WHAT THE TASK ASKS :: Every line below containing the word "Describe" should be found and copied.

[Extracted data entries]
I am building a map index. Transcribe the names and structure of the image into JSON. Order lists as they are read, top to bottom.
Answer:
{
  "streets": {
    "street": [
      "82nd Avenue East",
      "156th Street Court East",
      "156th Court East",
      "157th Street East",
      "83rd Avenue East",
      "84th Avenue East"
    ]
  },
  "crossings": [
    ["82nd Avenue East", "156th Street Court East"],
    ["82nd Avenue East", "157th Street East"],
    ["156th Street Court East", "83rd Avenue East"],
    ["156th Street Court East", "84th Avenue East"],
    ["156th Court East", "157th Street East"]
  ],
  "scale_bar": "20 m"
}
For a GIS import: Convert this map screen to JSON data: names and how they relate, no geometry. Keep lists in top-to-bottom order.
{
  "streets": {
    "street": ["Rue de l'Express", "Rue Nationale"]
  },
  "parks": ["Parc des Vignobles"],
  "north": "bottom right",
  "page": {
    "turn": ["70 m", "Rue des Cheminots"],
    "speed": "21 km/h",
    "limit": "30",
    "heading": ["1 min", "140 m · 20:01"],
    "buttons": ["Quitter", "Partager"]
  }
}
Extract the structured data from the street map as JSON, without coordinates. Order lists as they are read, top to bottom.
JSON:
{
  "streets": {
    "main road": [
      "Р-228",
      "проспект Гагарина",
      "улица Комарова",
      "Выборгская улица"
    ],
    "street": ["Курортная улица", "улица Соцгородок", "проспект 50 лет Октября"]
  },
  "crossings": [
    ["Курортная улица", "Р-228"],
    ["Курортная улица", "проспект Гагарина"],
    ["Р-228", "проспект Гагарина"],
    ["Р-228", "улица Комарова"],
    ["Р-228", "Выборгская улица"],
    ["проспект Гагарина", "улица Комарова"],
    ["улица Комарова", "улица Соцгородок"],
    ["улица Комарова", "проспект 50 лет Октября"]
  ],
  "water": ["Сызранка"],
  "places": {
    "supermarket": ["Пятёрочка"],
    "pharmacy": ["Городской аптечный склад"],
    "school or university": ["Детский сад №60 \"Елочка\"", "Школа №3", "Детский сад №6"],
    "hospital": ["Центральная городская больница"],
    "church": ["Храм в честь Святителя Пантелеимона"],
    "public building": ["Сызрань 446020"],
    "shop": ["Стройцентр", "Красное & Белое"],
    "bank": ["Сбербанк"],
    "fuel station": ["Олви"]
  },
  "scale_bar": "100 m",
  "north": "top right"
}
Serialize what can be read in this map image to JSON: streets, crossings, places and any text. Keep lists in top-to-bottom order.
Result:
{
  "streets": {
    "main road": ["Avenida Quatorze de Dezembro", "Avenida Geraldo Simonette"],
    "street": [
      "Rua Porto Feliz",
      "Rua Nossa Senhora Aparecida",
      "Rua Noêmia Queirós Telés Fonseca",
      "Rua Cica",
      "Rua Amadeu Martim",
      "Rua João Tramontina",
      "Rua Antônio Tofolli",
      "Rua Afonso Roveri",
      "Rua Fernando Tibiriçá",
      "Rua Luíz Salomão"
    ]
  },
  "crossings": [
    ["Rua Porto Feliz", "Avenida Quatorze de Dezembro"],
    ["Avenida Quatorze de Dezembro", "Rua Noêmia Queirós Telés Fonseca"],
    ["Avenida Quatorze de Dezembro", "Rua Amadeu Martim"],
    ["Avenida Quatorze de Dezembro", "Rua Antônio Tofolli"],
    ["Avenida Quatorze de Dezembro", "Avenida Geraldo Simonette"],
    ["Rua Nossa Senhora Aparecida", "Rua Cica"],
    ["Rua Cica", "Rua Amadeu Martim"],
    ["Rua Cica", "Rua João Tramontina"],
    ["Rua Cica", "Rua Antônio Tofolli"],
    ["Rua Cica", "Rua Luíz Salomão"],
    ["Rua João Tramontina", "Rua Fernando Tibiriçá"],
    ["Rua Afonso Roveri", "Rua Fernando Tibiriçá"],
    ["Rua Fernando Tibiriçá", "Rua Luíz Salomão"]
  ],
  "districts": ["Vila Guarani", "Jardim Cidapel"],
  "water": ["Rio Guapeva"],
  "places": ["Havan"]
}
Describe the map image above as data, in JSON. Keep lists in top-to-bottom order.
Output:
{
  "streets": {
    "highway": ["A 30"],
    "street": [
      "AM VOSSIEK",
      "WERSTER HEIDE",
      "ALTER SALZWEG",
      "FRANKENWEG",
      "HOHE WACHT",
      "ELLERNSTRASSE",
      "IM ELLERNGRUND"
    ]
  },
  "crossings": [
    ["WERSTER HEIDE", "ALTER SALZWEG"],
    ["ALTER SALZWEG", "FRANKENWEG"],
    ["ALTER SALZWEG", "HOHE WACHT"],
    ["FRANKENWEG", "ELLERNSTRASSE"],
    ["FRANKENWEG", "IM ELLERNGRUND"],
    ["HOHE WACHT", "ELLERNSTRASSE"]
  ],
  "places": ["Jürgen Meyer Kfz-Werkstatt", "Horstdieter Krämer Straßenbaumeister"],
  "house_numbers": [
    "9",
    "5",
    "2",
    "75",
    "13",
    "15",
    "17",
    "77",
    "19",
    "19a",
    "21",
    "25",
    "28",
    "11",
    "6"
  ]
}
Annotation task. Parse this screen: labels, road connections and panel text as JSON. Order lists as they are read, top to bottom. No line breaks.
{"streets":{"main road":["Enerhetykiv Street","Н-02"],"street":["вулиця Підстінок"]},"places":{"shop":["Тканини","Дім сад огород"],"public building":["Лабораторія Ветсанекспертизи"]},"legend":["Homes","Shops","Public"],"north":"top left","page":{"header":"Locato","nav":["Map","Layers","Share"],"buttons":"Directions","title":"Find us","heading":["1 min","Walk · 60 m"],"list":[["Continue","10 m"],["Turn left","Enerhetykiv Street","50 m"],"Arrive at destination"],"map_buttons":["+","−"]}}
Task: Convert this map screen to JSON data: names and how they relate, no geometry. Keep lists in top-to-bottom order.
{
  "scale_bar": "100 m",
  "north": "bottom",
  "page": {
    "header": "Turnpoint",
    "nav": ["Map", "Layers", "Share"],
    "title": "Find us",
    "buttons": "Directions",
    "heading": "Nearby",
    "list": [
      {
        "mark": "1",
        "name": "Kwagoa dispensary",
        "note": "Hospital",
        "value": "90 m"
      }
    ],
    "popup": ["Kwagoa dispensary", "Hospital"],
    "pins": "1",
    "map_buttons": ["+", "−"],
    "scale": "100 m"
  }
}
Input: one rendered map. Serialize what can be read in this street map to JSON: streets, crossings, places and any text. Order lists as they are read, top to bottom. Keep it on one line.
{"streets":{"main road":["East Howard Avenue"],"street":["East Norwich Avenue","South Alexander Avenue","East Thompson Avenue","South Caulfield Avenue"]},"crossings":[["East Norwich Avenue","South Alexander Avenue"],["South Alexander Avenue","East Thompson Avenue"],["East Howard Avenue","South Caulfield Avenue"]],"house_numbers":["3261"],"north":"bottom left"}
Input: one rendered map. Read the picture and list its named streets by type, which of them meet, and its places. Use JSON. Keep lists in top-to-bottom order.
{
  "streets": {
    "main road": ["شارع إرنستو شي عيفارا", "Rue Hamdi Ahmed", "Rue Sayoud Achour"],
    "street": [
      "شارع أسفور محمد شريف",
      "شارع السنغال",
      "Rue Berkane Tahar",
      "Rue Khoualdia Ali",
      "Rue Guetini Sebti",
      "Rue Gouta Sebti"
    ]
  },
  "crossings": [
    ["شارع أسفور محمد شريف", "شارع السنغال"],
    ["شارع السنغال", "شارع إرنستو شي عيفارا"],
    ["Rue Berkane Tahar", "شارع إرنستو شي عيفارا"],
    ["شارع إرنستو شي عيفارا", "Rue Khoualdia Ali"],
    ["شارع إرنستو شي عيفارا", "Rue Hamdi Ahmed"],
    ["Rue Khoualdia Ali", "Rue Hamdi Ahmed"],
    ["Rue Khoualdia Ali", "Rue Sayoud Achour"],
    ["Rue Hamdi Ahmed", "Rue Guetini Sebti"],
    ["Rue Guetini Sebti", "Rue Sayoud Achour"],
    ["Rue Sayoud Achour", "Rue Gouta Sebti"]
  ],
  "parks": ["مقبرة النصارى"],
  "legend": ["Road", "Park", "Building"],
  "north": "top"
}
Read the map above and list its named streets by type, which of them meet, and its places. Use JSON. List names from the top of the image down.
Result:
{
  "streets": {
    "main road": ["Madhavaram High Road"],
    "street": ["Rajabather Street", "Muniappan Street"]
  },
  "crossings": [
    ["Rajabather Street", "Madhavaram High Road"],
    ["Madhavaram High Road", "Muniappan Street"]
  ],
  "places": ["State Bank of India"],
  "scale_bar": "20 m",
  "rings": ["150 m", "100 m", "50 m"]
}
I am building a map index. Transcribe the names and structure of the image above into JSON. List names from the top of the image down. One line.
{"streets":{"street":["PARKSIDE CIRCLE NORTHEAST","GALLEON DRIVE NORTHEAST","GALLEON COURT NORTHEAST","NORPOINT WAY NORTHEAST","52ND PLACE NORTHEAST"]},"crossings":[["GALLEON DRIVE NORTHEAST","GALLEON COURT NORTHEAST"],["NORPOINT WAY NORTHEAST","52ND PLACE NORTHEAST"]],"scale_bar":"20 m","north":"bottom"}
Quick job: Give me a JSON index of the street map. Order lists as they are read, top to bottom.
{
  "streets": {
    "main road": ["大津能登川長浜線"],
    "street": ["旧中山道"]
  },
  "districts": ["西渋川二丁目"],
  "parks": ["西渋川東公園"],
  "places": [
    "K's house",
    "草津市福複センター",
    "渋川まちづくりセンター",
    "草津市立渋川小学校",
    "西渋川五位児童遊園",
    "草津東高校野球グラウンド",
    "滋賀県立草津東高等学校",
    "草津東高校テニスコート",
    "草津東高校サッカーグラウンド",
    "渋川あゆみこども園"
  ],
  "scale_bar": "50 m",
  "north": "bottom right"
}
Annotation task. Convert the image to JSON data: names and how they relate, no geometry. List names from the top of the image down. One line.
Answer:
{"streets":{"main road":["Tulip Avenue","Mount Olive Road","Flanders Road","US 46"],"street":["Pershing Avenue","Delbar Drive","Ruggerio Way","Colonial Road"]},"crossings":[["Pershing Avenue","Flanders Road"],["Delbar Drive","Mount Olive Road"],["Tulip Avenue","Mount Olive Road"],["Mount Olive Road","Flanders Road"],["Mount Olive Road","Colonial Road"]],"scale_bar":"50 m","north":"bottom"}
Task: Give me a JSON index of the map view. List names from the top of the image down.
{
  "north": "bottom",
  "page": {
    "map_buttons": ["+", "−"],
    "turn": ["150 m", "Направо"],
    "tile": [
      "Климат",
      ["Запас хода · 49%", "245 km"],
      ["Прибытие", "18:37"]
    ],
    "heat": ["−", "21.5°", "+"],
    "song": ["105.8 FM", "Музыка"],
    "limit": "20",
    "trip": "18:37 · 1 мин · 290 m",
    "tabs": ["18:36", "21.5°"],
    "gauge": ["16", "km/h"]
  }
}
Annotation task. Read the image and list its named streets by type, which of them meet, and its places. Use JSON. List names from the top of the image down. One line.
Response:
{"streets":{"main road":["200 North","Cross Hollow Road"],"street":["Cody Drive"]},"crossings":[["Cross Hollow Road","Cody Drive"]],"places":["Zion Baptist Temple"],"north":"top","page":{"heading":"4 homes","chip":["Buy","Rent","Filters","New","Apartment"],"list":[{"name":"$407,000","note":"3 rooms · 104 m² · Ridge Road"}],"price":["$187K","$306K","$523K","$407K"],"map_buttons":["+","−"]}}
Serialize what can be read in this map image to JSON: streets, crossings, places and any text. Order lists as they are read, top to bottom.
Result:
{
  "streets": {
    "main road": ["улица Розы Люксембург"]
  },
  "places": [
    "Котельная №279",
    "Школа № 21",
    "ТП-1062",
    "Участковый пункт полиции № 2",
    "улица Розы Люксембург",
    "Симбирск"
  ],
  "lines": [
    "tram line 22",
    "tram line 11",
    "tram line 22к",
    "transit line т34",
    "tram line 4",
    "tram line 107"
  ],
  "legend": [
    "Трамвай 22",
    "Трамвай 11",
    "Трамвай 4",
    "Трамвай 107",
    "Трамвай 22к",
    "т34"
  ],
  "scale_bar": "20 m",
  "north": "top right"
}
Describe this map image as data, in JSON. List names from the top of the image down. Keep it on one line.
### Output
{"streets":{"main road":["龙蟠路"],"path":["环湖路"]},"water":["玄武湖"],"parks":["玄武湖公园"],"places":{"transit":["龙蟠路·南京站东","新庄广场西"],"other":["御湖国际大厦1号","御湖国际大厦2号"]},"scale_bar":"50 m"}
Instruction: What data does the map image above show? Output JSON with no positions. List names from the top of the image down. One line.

ANSWER SECTION ::
Describe the map image above as data, in JSON. Keep lists in top-to-bottom order.
Describe this map image as data, in JSON. List names from the top of the image down. Keep it on one line.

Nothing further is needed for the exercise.